Seconde énergie primaire la plus consommée derrière l’électricité, le gaz naturel est une ressource qui a demandé des millions d’années de formation avant d’être exploitée. Aujourd’hui, dans un monde où les ressources s’amenuisent, cette énergie présente un partout sur le globe représente un enjeu majeur, notamment pour les pays producteurs qui cherchent à y tirer un avantage. Mais cette ressource fossile, et donc épuisable n’est pas la seule et l’unique, car des alternatives au gaz naturel existent. Choisir.com vous offre un tour d’horizon du gaz naturel.

Tuyaux gaz naturel

Le gaz naturel : une ressource enfouie sous terre

Le gaz naturel est une ressource d’origine fossile extraite directement depuis la couche terrestre. Il existe deux grandes familles de gaz naturel selon la manière dont il se forme :

  • le gaz thermogénique ;
  • le gaz biogénique.

La formation de gaz thermogénique

Le gaz naturel est le résultat de la sédimentation de matières organiques sur des millions d’années. Ces matières animales et végétales contiennent du carbone, de l’hydrogène, de l’azote et de l’oxygène, des composants chimiques essentiels à la vie.

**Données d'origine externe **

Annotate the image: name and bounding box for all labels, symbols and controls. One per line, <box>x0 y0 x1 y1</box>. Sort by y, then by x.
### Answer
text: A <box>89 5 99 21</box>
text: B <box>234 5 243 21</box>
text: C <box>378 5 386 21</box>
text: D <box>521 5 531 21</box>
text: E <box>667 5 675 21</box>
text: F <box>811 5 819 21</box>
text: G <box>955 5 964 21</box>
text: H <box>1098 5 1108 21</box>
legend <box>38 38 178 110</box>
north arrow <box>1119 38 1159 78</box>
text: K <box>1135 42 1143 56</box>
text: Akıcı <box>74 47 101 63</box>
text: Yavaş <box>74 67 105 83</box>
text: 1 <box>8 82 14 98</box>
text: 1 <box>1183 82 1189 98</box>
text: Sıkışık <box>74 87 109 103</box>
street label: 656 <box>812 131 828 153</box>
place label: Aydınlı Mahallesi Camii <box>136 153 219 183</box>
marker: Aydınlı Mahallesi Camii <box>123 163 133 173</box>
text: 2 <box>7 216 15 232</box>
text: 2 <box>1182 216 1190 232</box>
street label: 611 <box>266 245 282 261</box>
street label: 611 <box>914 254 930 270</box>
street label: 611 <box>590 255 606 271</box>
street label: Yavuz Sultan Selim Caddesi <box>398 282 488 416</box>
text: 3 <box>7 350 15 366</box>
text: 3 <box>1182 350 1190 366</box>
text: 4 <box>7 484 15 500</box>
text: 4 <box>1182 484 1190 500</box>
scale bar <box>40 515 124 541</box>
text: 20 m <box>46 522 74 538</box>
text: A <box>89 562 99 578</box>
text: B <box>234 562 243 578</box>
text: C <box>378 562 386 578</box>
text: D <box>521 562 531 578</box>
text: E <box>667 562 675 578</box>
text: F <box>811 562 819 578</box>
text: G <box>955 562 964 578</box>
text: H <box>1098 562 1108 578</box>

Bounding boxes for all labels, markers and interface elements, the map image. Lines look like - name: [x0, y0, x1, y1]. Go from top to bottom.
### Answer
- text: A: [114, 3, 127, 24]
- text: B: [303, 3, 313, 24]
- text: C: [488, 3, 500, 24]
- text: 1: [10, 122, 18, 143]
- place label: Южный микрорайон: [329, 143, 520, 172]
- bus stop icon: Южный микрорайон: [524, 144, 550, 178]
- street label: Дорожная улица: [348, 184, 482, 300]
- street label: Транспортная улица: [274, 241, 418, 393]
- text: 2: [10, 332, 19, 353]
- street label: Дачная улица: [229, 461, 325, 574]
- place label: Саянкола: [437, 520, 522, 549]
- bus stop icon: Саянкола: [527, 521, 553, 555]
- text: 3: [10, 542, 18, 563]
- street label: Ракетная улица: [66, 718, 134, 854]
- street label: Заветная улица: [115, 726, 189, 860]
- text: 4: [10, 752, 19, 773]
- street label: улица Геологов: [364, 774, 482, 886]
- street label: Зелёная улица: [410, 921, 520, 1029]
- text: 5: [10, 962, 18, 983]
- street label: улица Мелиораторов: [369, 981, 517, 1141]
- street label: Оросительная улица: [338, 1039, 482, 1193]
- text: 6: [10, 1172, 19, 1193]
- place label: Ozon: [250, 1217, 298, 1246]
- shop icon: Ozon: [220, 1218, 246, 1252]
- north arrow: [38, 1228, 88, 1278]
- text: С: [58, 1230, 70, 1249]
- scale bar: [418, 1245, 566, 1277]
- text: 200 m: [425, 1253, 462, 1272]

Sous l’effet de la pression et de la chaleur du sol, ces matières se condensent et forment, avec le temps, une substance solide à mi-chemin entre matière organique et combustible fossile : du kérogène.

Bon à savoir

Sur la planète, le kérogène représente une masse énorme : 10 000 000 gigatonnes.

Quand la température du sol augmente, le kérogène se décompose et se transforme en hydrocarbures : c’est ce qui s’appelle la pyrolyse. Ce combustible fossile peut alors dégager :

  • du charbon ;
  • du gaz naturel (dont le composant majoritaire est le méthane) ;
  • du pétrole.

Attention, ce gaz n’est pas directement consommable !

Comme l’eau, il contient des impuretés, comme du sulfure d’hydrogène, qui doit être retiré avant d’être transporté sur le réseau.

La formation de gaz biogénique

Ce gaz ne résulte pas de la transformation d’un combustible fossile, mais de la « déjection » de méthane faite par les bactéries présentes dans les matières organiques contenues dans les sédiments.

En effet, ces bactéries se nourrissent de matière organique et relâchent du méthane. Ce gaz remonte ensuite à la surface, où il s’évapore. Mais il peut aussi s’accumuler dans une poche souterraine et former ainsi une réserve de gaz naturel.

Mais il a des points communs avec le gaz thermogénique puisque :

  • leur composition est la même ;
  • ils peuvent tous les deux contenir des impuretés et doivent être traités après l’extraction.

Ces procédés chimiques permettent alors d’obtenir :

  • du gaz naturel conventionnel non associé ;
  • du gaz naturel conventionnel associé.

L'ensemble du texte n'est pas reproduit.